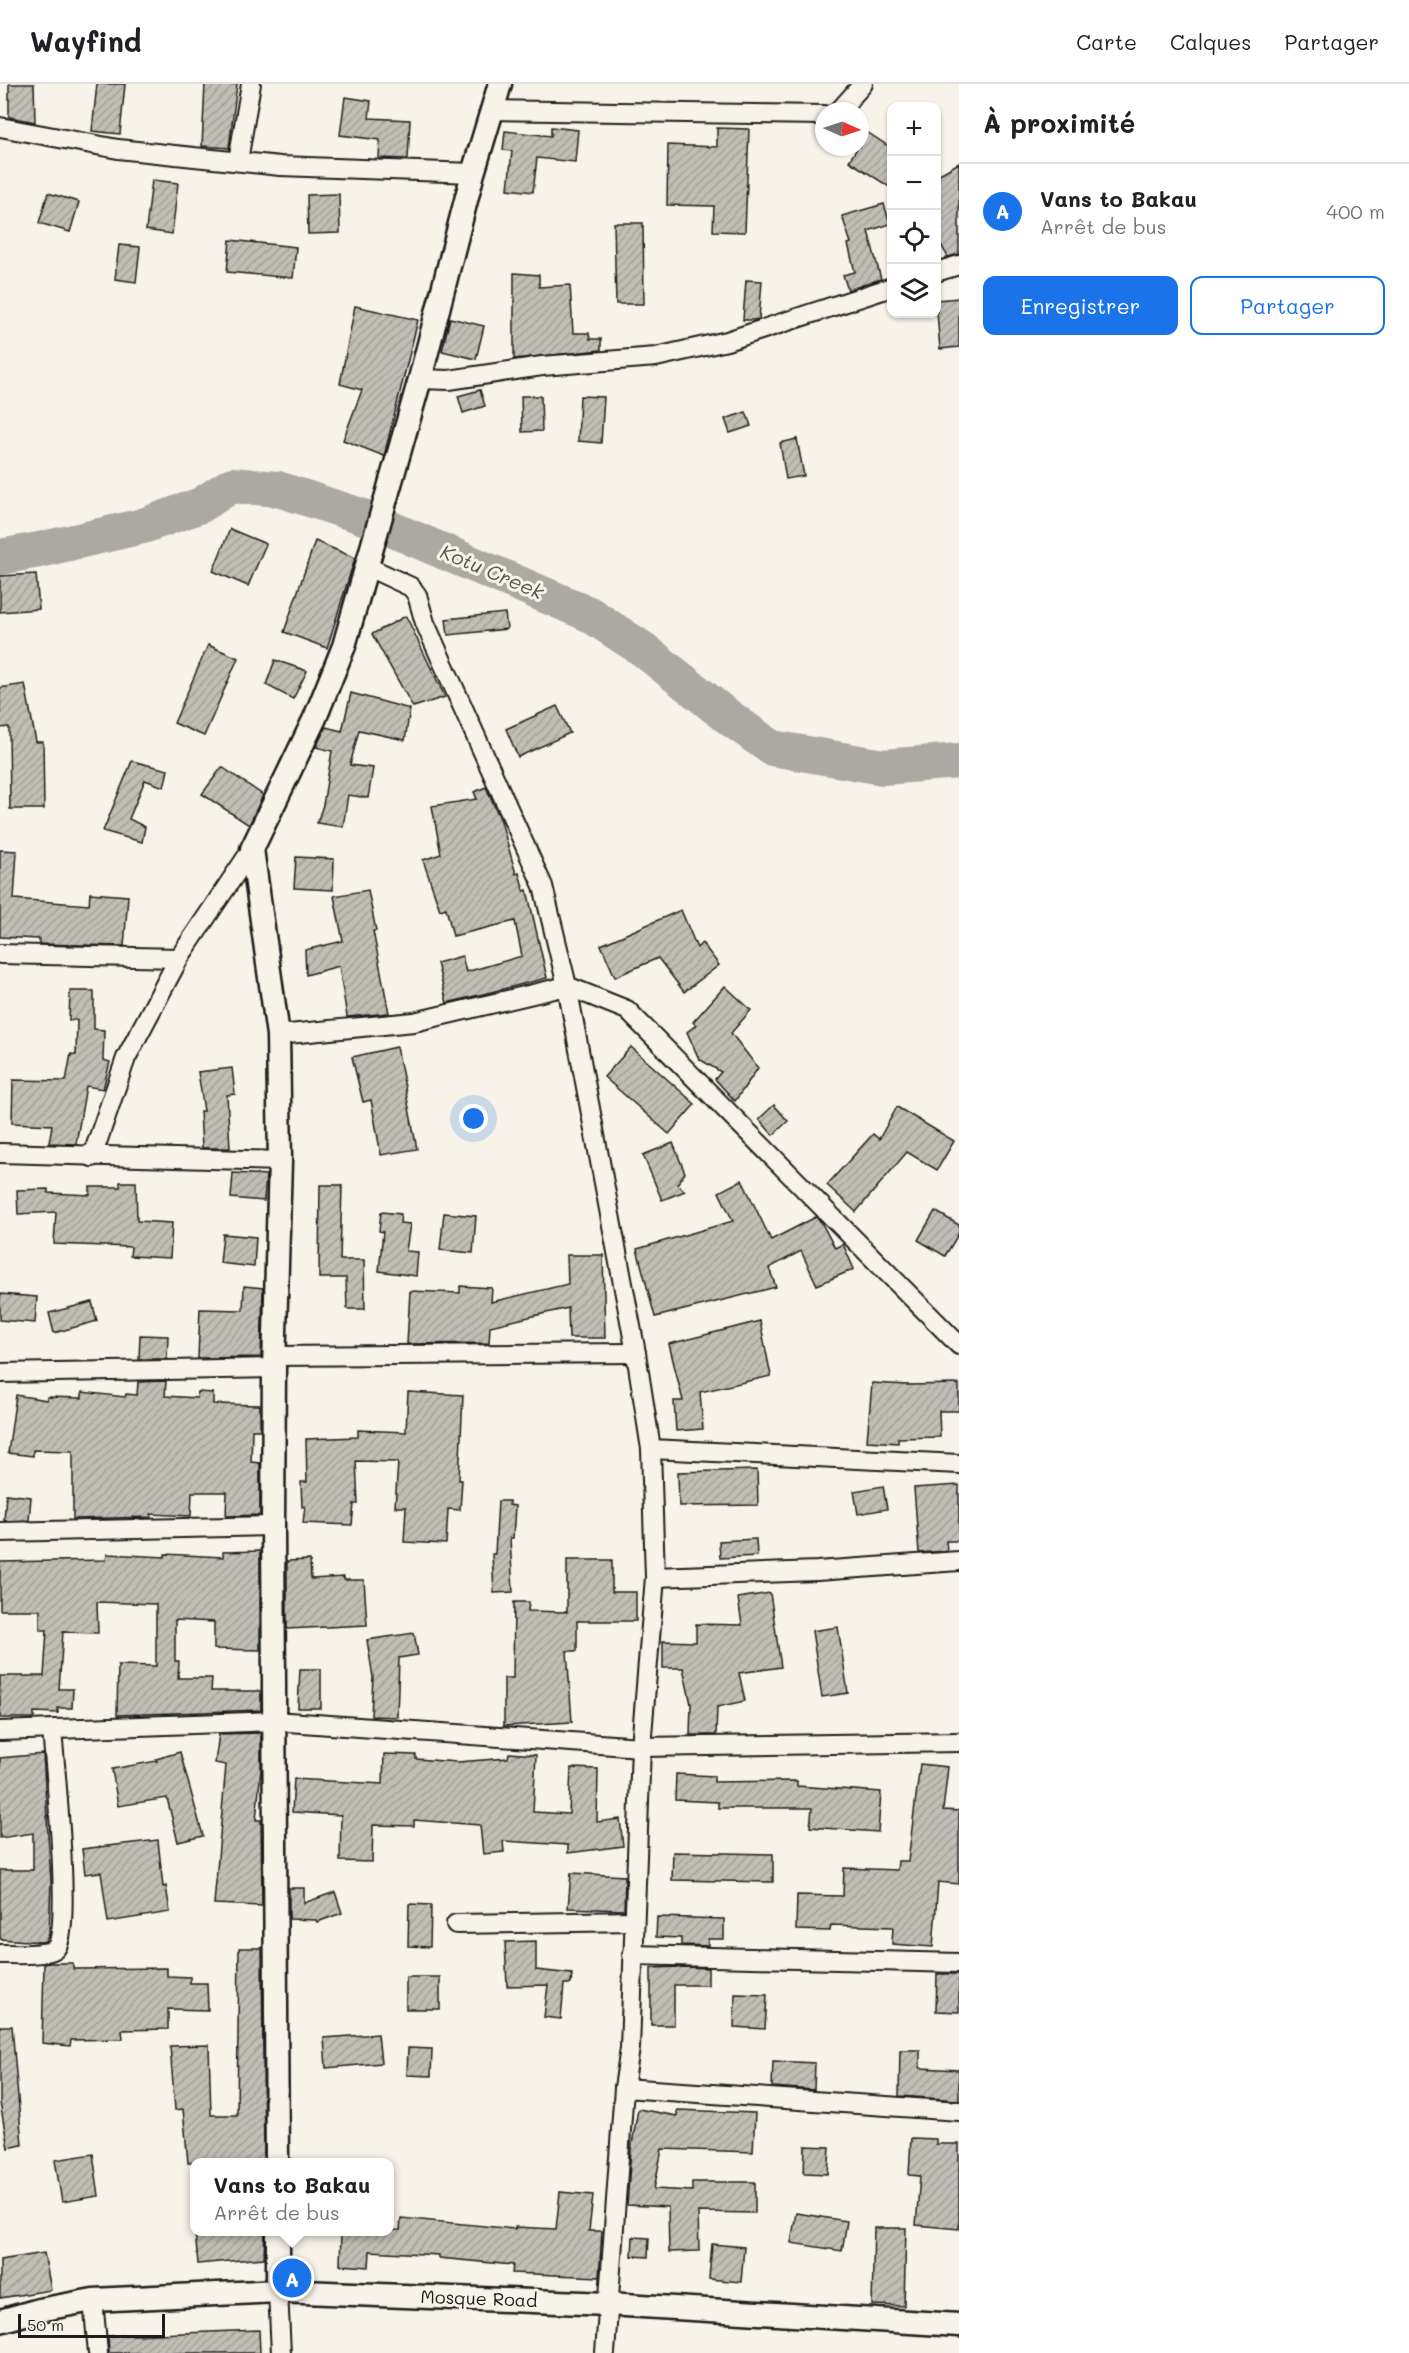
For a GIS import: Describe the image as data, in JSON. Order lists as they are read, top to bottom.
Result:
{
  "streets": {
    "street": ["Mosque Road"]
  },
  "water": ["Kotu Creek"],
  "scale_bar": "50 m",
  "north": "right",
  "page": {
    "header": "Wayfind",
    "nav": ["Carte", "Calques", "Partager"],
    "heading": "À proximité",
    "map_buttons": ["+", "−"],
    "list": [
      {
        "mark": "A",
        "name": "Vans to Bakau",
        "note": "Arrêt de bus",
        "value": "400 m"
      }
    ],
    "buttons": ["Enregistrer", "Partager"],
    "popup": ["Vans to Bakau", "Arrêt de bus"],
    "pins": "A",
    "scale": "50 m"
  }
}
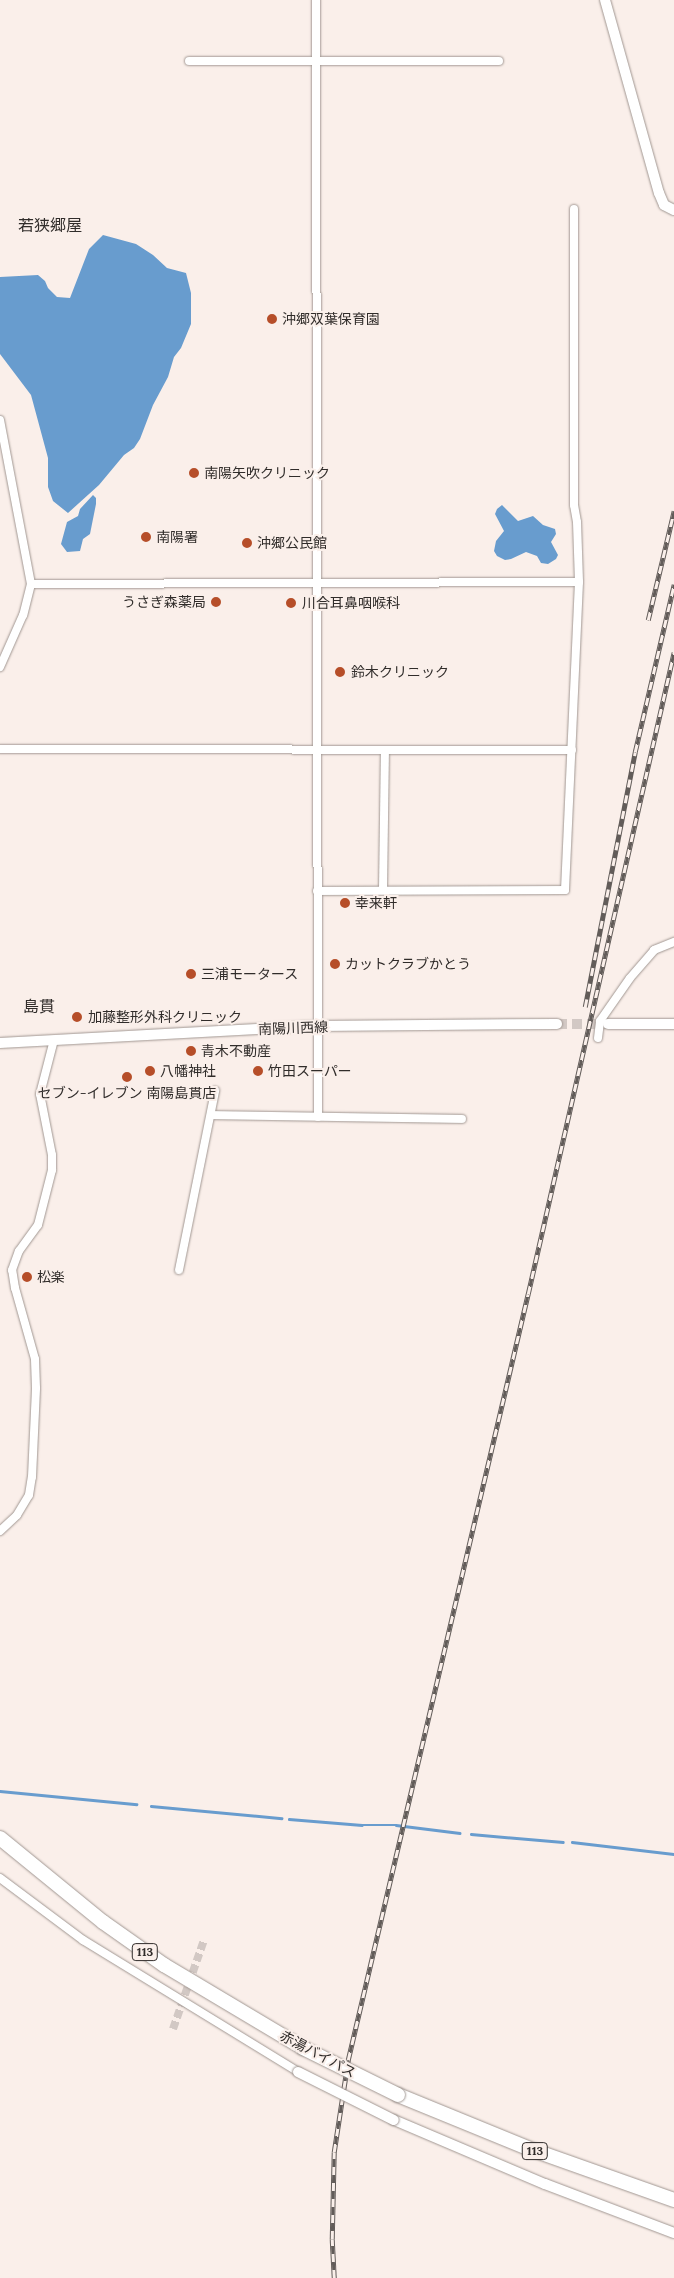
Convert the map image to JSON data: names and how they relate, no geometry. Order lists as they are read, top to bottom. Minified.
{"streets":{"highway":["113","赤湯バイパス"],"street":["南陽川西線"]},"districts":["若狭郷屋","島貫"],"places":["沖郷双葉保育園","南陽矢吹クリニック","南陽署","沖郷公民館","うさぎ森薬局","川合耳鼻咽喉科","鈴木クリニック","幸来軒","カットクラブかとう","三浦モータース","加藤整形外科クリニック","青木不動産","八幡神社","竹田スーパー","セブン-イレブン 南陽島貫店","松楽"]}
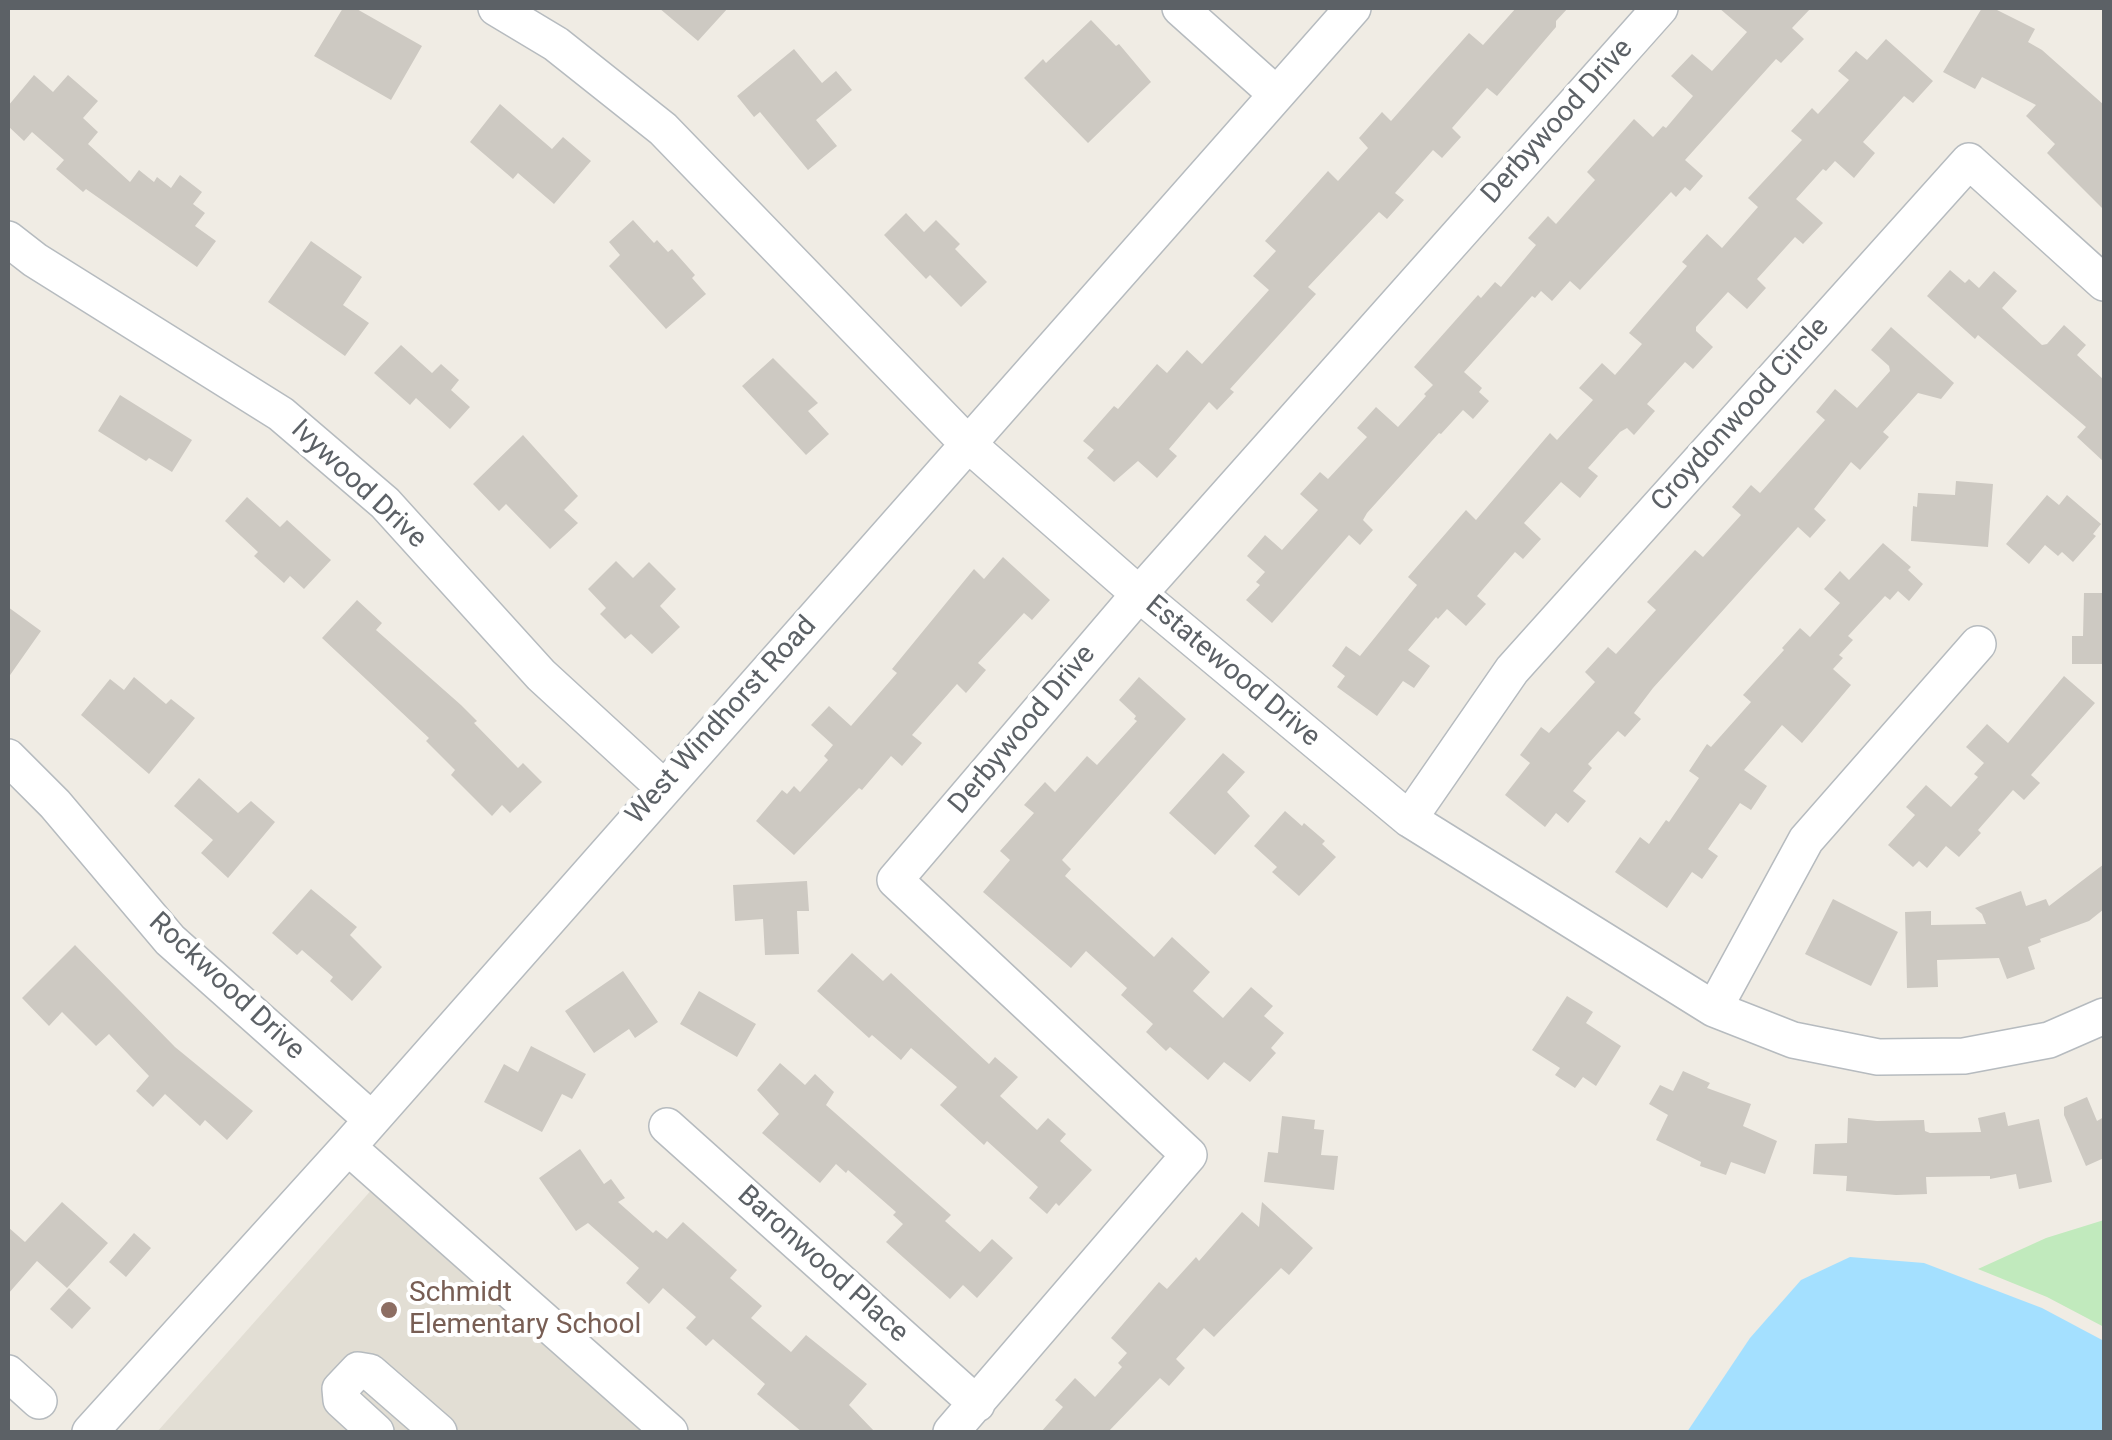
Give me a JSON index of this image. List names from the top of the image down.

────

Brief
From the entries above, write out every line without a single change, skipping the images.

Response box
For a GIS import: Describe the image as data, in JSON. Order lists as they are read, top to bottom.
Result:
{
  "streets": {
    "street": ["Mosque Road"]
  },
  "water": ["Kotu Creek"],
  "scale_bar": "50 m",
  "north": "right",
  "page": {
    "header": "Wayfind",
    "nav": ["Carte", "Calques", "Partager"],
    "heading": "À proximité",
    "map_buttons": ["+", "−"],
    "list": [
      {
        "mark": "A",
        "name": "Vans to Bakau",
        "note": "Arrêt de bus",
        "value": "400 m"
      }
    ],
    "buttons": ["Enregistrer", "Partager"],
    "popup": ["Vans to Bakau", "Arrêt de bus"],
    "pins": "A",
    "scale": "50 m"
  }
}
Convert the map image to JSON data: names and how they relate, no geometry. Order lists as they are read, top to bottom. Minified.
{"streets":{"highway":["113","赤湯バイパス"],"street":["南陽川西線"]},"districts":["若狭郷屋","島貫"],"places":["沖郷双葉保育園","南陽矢吹クリニック","南陽署","沖郷公民館","うさぎ森薬局","川合耳鼻咽喉科","鈴木クリニック","幸来軒","カットクラブかとう","三浦モータース","加藤整形外科クリニック","青木不動産","八幡神社","竹田スーパー","セブン-イレブン 南陽島貫店","松楽"]}
Give me a JSON index of this image. List names from the top of the image down.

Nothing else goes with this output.